• TRY IT: Go line by line through the entries below and copy those containing the string "Raleway".

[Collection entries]
========================================
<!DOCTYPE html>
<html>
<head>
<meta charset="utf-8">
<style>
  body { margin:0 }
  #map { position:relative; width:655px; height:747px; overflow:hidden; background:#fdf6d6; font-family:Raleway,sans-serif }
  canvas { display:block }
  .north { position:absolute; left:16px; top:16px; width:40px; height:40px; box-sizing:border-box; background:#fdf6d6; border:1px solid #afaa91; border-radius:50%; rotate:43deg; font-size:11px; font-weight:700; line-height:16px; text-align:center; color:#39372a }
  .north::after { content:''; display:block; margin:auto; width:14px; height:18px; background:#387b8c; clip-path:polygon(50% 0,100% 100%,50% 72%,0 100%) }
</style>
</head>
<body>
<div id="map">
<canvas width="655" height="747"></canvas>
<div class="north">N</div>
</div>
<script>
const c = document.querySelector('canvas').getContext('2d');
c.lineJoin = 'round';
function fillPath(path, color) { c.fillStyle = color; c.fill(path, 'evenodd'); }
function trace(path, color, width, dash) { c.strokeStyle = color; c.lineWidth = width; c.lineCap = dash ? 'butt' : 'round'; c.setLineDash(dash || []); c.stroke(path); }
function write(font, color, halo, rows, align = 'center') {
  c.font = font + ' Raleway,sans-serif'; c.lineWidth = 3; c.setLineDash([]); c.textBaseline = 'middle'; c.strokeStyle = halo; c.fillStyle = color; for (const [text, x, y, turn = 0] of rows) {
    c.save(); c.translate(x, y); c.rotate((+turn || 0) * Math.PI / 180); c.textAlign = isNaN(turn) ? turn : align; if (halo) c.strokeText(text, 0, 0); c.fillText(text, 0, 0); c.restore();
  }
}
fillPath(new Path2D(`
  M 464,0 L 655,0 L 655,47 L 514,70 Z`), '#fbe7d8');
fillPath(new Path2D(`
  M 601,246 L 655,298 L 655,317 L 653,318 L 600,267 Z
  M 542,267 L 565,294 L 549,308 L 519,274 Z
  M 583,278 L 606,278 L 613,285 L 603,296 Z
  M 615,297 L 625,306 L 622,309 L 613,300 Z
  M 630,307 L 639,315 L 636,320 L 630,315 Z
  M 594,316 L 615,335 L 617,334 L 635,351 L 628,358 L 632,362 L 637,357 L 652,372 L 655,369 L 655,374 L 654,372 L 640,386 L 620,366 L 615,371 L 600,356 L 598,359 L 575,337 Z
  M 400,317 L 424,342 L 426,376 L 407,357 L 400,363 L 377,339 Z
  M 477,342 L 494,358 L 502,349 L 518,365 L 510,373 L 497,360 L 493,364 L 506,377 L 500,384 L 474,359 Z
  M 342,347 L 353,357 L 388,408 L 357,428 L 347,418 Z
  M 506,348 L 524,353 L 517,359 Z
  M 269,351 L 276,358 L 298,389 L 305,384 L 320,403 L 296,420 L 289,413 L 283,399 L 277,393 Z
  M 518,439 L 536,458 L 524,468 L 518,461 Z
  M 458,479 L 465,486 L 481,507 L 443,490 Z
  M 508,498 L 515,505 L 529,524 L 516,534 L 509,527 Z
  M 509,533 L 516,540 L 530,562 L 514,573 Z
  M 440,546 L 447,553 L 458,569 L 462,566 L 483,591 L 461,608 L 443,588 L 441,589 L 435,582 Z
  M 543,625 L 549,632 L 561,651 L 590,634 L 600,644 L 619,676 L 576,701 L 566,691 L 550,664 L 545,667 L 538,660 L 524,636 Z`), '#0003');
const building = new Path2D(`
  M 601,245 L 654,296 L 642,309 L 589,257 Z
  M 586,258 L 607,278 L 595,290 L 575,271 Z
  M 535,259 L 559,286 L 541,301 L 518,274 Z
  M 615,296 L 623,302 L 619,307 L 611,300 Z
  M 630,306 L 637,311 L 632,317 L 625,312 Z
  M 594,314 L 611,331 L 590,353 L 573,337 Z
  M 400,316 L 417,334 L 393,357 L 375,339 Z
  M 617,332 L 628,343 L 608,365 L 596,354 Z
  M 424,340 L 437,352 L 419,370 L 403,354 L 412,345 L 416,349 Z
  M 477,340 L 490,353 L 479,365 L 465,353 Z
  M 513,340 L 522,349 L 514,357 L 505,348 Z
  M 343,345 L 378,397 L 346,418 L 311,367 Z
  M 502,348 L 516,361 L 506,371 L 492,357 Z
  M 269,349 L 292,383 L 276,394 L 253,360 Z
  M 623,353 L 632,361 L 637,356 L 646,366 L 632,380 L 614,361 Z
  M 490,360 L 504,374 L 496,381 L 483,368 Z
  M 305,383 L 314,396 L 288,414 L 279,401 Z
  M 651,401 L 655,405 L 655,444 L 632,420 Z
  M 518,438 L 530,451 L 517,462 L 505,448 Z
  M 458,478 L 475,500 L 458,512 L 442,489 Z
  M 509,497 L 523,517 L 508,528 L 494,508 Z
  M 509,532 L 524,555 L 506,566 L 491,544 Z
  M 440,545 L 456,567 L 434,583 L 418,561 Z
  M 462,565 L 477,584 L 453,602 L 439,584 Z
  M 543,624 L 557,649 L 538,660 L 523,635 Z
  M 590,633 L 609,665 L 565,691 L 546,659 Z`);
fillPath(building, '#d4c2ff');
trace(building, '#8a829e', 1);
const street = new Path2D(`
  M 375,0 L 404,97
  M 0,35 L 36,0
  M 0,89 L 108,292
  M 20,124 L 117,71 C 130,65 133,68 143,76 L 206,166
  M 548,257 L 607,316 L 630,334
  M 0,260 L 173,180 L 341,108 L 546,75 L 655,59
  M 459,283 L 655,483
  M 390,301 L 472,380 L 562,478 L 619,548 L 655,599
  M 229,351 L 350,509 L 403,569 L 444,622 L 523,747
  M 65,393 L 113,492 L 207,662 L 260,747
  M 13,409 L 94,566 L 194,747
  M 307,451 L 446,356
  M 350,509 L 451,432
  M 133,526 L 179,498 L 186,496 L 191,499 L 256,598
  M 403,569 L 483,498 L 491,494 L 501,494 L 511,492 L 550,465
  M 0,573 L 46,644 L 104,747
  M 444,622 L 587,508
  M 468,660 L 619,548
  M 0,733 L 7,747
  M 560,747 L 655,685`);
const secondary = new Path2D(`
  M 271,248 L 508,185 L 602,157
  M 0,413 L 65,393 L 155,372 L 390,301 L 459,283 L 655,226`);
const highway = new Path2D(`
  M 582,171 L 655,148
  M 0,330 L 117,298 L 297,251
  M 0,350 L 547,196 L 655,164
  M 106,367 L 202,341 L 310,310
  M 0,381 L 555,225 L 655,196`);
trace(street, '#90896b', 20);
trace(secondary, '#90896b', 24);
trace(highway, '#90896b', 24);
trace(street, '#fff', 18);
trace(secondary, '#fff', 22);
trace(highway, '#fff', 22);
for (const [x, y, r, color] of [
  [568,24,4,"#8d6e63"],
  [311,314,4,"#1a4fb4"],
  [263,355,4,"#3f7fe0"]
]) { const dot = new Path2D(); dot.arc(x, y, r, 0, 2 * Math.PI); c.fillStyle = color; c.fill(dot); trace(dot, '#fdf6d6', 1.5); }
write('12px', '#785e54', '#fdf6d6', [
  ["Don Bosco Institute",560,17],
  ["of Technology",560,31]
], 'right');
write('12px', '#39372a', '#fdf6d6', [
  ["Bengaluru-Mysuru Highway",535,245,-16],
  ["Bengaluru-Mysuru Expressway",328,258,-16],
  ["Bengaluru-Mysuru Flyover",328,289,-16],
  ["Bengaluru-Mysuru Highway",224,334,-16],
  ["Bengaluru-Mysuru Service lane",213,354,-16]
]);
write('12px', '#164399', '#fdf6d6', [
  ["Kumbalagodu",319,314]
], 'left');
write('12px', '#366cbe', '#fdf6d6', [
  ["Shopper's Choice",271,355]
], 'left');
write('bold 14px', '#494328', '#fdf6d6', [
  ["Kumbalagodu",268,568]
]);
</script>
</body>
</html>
========================================
• TASK ANSWER:
  #map { position:relative; width:655px; height:747px; overflow:hidden; background:#fdf6d6; font-family:Raleway,sans-serif }
  c.font = font + ' Raleway,sans-serif'; c.lineWidth = 3; c.setLineDash([]); c.textBaseline = 'middle'; c.strokeStyle = halo; c.fillStyle = color; for (const [text, x, y, turn = 0] of rows) {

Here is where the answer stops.